Segment Open

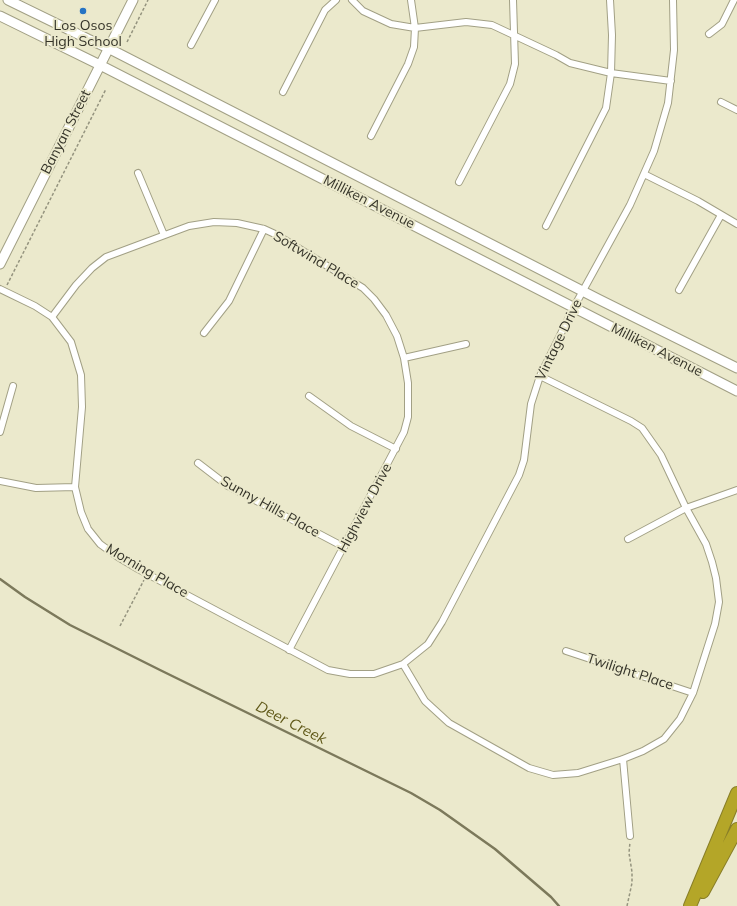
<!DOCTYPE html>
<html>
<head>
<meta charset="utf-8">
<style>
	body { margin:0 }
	canvas { display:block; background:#ebe9cc }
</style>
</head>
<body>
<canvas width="737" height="906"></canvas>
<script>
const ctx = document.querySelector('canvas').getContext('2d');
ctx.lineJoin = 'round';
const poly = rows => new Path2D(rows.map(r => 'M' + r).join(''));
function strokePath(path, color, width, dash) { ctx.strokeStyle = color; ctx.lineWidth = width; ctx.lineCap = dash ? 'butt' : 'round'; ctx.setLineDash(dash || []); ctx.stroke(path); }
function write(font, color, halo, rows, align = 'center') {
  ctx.font = font + ' Mulish,sans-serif'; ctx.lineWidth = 4; ctx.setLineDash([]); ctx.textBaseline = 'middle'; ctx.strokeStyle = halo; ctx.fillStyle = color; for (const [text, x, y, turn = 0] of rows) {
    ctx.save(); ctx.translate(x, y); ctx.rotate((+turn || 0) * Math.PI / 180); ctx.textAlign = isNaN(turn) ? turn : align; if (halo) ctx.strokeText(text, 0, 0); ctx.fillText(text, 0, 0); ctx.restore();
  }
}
strokePath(poly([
	[0,579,25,597,70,625,160,670,411,793,440,810,495,849,551,897,559,906]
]), '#7c795b', 2.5);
const street = poly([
	[352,0,363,11,391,24,415,28,466,22,492,25,556,55,570,63,611,73,671,81],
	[709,34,722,24,734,0],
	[191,45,215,0],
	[283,92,325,10,336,0],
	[721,102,737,110],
	[371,136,408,64,414,47,415,28,411,0],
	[138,173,164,235],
	[644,174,698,201,737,224],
	[459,182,510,84,515,64,513,0],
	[546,226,606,108,611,73,612,35,610,0],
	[0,289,35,306,52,317,71,342,81,375,82,407,75,487,81,512,88,529,100,544,118,557,138,569,328,670,350,674,374,674,403,664,428,644,442,622,519,475,524,460,531,404,540,376,574,307,630,205,654,151,668,103,674,50,673,0],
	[679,290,721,215],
	[52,317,76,285,92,268,106,257,189,226,214,222,237,223,264,229,277,235,363,288,374,299,386,315,397,336,404,358,408,383,408,417,404,432,289,650],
	[204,333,229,301,264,229],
	[404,358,466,344],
	[309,396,351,426,396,449],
	[0,432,13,386],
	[198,463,228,486,344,547],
	[0,481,36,488,75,487],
	[628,539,686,508,737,490],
	[566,651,693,693],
	[403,664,425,701,449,723,529,768,553,775,578,773,623,759,643,751,664,739,680,719,693,693,715,624,719,602,716,578,712,562,706,544,686,508,661,455,642,428,631,421,540,376],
	[623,759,630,836]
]);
const secondary = poly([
	[8,0,88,39,108,48,598,299,737,368],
	[0,16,100,65,737,391],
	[0,264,133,0]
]);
const highway = poly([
	[703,892,737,829],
	[690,906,737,793]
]);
strokePath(street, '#a2a085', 8);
strokePath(secondary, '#a2a085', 11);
strokePath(highway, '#887e28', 14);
strokePath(poly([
	[127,42,148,0],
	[7,285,106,89],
	[120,626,144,580],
	[627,906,632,883,632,872,629,853,630,842]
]), '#95947f', 1.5, [3, 2]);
strokePath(street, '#fff', 6);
strokePath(secondary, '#fff', 9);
strokePath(highway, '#b4a628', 12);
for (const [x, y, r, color] of [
	[83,11,4,"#2674c4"]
]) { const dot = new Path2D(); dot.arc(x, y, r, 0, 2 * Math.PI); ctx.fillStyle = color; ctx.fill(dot); strokePath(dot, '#ebe9cc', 1.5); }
write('14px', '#353429', '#ebe9cc', [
	["Los Osos",83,26],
	["High School",83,42]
]);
write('14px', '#353429', '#ebe9cc', [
	["Banyan Street",66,132,-63],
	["Milliken Avenue",369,202,27],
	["Softwind Place",316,260,31],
	["Vintage Drive",559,340,-64],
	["Milliken Avenue",657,350,27],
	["Sunny Hills Place",270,507,29],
	["Highview Drive",365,508,-62],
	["Morning Place",147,571,30],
	["Twilight Place",630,672,18]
]);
write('italic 15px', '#605919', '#ebe9cc', [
	["Deer Creek",291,723,27]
]);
</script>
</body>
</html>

Segment Closed

Pull out every line above that holds the word "align".

function write(font, color, halo, rows, align = 'center') {
    ctx.save(); ctx.translate(x, y); ctx.rotate((+turn || 0) * Math.PI / 180); ctx.textAlign = isNaN(turn) ? turn : align; if (halo) ctx.strokeText(text, 0, 0); ctx.fillText(text, 0, 0); ctx.restore();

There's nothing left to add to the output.